Ce qu’il décrit, c’est une forme d’horizontalité des rapports entre fidèles, une distinction religieuse qui ne dépendrait plus de la généalogie. De fait, El Hadj Badrou Bah, à la tête de l’Inspection régionale des Affaires religieuses, imam de la Grande Mosquée de Labé, est issu de l’une des plus illustres familles de la ville. Il est le petit-fils d’un érudit célèbre, Thierno Aliou Bhouba N’Dyiang, qui fascinait déjà les administrateurs coloniaux, et le fils de El Hadj Abderrahmane, ancien ministre des Affaires religieuses entre 1984 et 1987. Auprès de moi, El Hadj Badrou Bah s’amuse des diatribes de Diallo Al-Hamdou, « un infirmier qui ne connaît à l’islam », situant leur antagonisme davantage sur un plan social que sur un plan religieux.

La rivalité de ces deux hommes ne saurait se réduire à un débat doctrinaire entre un islam radical wahhabite et un islam « Africain ». Diallo Al-Hamdou m’a un jour présenté son maître coranique, Boubacar Diallo, qui se fait appeler en arabe (contrairement aux érudits soufis qui ont recours à des termes en langue locale) « Oustaz Abu Bakr ». Ce dernier, tant redouté par l’ancien préfet de Labé, n’est pas un descendant d’esclaves, mais prône un discours égalitaire, allant jusqu’à briser le tabou et marier l’une de ses filles à un ancien captif.
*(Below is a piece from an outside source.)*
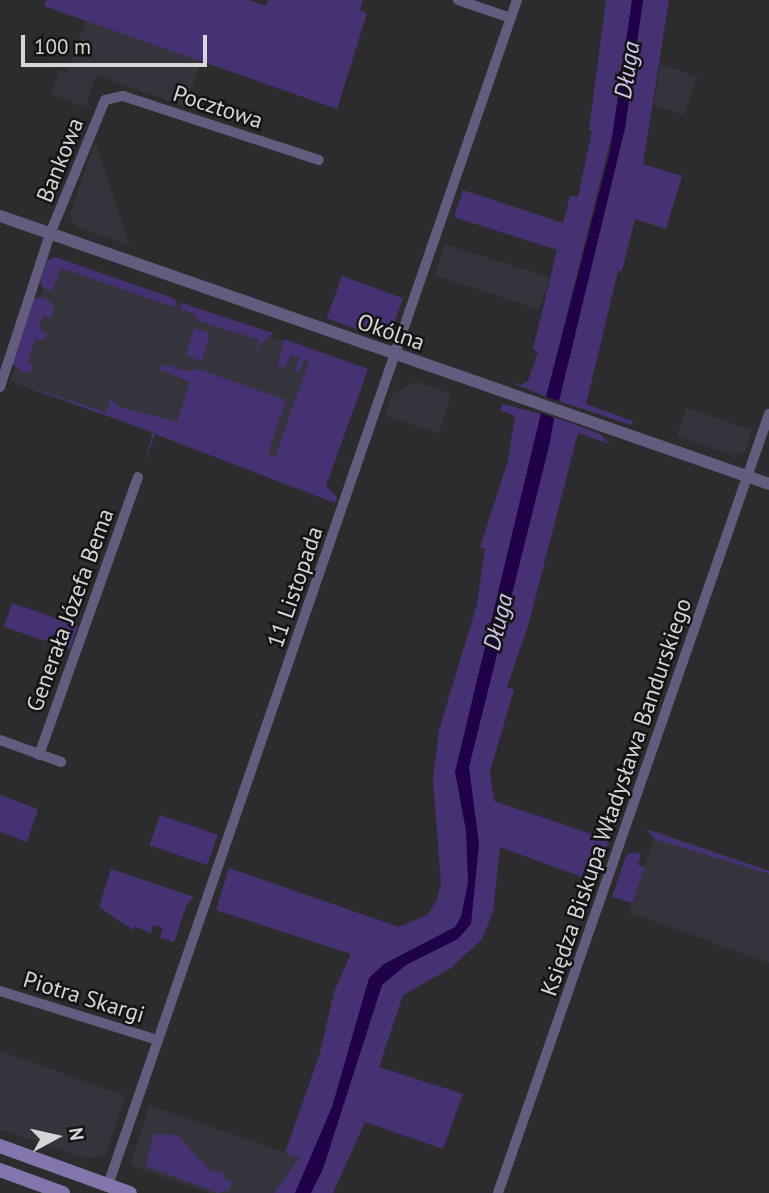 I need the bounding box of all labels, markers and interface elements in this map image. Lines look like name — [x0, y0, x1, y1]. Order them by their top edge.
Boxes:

Le prédicateur attire autour de lui de nombreux réformistes, dont un nombre important sont des descendants de captifs.

Difficile d’évaluer la dangerosité éventuelle d’Abu Bakr. Il soutient devant moi qu’il n’a jamais accepté de répondre aux sollicitations de Boko Haram et que l’affaire est montée de toute pièce par les autorités locales. Ce que je peux affirmer, en revanche, c’est que Safioulahi Bah, l’ancien préfet de Labé, qui dénonçait le péril que ferait courir Abu Bakr au Fouta-Djallon, est lui-même issu de la grande lignée aristocratique locale.  Il est le frère d’El Hadj Badrou Bah et également descendant de l’érudit Thierno Aliou Bhouba N’Dyiang.

Une chose est sûre : au-delà de la menace djihadiste, sur laquelle je me garderai bien de me prononcer, les wahhabites représentent une menace pour l’ordre social post-esclavagiste, qui semble toutefois avoir de belles années devant lui. 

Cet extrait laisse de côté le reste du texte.